TASK TO CARRY OUT: Which lines of the entries below hold the word "linecap"? Report each of them.

SOURCE MATERIAL:
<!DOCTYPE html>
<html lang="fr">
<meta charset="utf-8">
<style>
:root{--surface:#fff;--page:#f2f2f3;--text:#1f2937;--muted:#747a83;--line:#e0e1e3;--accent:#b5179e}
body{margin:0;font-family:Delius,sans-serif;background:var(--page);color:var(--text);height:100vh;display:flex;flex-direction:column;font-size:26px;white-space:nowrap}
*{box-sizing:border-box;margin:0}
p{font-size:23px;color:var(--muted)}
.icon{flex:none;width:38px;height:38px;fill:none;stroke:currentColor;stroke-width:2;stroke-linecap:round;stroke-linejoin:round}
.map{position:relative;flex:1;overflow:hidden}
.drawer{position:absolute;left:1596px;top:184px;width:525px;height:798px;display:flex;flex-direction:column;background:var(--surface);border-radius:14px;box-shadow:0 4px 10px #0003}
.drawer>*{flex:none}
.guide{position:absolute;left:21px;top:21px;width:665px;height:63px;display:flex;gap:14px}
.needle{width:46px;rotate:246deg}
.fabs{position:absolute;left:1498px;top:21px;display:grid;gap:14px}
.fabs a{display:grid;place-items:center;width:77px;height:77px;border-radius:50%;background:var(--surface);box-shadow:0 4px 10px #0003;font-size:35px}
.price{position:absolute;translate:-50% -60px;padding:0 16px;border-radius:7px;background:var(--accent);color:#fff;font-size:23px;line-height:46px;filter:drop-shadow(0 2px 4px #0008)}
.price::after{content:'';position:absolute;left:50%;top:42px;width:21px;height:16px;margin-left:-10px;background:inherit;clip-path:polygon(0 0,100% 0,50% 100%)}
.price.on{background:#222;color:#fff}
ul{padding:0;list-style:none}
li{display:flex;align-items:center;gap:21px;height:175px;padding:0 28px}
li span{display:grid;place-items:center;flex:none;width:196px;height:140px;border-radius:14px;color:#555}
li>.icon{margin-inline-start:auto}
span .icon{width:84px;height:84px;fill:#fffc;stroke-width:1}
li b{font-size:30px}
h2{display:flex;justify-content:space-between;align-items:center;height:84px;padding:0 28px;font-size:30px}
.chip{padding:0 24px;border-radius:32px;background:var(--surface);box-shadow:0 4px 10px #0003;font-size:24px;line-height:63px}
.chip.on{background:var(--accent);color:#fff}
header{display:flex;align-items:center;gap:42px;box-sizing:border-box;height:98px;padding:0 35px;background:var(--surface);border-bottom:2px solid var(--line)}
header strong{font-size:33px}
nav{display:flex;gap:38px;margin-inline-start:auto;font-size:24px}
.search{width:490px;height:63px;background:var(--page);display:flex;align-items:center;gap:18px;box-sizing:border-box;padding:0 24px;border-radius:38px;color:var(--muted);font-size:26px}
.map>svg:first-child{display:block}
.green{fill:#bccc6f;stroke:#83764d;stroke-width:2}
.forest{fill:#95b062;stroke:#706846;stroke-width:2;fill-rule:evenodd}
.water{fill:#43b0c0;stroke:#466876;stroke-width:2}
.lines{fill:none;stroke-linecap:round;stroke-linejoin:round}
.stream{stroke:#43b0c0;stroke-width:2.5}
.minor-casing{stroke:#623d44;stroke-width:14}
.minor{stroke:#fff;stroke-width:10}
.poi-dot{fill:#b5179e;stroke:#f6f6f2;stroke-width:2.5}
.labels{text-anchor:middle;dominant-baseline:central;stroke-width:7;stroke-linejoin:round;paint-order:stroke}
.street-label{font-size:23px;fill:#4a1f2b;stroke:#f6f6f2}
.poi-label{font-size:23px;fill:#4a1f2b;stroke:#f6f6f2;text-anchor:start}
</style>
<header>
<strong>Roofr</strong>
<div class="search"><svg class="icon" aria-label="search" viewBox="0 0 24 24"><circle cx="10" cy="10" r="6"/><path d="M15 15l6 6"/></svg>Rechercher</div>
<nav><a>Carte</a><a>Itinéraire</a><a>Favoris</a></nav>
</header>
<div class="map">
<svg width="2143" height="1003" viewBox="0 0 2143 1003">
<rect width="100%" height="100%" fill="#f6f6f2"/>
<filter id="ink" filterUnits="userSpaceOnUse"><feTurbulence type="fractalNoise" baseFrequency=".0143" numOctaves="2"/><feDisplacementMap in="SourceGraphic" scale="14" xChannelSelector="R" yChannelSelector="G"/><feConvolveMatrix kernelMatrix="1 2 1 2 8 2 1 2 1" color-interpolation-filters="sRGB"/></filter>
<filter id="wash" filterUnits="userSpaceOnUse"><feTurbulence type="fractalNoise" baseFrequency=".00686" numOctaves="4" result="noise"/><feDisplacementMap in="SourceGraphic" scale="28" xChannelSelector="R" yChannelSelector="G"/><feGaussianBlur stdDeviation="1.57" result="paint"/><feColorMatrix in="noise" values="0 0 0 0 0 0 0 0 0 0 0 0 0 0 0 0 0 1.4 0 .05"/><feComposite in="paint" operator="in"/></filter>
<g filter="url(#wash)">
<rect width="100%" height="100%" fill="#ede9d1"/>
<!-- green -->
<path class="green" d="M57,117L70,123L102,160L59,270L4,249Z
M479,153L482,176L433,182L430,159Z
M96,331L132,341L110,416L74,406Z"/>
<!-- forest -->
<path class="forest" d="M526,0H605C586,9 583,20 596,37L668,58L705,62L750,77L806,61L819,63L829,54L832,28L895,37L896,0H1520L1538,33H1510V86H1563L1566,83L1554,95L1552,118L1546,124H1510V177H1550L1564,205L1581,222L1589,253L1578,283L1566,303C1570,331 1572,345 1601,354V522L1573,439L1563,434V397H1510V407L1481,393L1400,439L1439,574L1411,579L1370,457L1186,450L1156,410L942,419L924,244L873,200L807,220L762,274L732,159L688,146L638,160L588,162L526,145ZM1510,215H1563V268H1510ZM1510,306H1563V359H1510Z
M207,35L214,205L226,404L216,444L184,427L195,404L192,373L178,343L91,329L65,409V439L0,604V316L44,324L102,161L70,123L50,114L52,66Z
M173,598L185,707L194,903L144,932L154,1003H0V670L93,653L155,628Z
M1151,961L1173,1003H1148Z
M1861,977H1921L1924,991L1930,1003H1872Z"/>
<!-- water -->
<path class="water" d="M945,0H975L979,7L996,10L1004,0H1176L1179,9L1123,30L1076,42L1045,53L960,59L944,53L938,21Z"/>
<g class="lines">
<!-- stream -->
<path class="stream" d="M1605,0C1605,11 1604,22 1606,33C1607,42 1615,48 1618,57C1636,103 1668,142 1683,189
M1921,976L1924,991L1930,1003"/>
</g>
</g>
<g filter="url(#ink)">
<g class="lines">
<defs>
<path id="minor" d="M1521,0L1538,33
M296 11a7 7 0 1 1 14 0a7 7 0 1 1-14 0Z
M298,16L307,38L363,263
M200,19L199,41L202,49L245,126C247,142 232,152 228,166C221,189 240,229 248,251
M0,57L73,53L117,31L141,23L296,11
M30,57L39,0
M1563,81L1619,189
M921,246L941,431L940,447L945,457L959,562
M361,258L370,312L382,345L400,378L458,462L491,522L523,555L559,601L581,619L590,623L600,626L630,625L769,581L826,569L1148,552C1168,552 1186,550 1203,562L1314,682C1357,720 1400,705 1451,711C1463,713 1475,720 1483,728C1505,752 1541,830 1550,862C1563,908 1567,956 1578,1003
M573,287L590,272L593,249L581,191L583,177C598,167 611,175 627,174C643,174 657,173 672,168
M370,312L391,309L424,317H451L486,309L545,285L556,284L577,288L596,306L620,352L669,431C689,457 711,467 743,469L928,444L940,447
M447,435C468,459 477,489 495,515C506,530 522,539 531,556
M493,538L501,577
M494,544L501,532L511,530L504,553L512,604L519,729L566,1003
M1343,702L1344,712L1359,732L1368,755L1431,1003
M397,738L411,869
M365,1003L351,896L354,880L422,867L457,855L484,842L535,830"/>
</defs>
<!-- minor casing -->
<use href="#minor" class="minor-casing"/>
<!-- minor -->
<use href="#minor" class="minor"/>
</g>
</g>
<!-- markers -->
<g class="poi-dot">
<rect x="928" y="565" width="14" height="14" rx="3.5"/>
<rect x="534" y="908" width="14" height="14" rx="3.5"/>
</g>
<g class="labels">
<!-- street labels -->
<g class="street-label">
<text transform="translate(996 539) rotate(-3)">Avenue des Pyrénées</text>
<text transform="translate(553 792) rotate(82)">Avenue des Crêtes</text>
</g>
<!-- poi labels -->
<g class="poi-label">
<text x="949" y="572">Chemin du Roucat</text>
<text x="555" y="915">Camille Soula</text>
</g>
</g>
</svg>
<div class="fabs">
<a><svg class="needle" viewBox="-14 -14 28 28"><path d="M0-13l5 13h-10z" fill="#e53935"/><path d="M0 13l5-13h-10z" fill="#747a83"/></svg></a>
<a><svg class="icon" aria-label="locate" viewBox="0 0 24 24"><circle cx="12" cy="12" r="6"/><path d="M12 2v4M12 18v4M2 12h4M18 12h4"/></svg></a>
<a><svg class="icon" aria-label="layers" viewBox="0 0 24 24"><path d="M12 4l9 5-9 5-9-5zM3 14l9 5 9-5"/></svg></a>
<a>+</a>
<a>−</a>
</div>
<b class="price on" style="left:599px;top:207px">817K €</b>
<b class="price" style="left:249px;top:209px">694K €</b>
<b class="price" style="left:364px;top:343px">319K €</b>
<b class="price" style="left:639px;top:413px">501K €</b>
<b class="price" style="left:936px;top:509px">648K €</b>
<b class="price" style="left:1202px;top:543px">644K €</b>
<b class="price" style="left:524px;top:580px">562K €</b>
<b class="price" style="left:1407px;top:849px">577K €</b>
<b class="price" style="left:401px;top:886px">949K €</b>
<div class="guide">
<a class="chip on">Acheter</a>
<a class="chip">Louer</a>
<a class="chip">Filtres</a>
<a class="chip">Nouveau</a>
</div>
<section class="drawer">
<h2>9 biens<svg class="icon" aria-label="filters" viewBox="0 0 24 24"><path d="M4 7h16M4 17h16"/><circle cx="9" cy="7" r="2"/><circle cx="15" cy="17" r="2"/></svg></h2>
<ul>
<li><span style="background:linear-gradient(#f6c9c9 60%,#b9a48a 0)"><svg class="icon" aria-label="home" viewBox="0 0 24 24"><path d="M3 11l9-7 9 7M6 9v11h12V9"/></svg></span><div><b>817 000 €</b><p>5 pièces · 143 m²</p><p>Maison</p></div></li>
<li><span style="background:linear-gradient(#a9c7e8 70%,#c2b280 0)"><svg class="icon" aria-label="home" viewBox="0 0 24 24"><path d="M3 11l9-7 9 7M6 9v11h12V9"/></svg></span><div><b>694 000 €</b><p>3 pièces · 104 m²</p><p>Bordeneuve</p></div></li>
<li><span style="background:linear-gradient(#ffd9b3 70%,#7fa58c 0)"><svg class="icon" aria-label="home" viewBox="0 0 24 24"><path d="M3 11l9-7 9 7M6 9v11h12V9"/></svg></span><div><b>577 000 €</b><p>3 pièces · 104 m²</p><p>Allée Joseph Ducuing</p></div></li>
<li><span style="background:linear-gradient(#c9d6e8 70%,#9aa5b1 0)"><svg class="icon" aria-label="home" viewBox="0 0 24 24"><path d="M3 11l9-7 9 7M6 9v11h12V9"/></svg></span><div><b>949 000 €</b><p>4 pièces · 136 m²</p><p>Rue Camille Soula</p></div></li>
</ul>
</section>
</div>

REPLY TO THE EXERCISE:
.icon{flex:none;width:38px;height:38px;fill:none;stroke:currentColor;stroke-width:2;stroke-linecap:round;stroke-linejoin:round}
.lines{fill:none;stroke-linecap:round;stroke-linejoin:round}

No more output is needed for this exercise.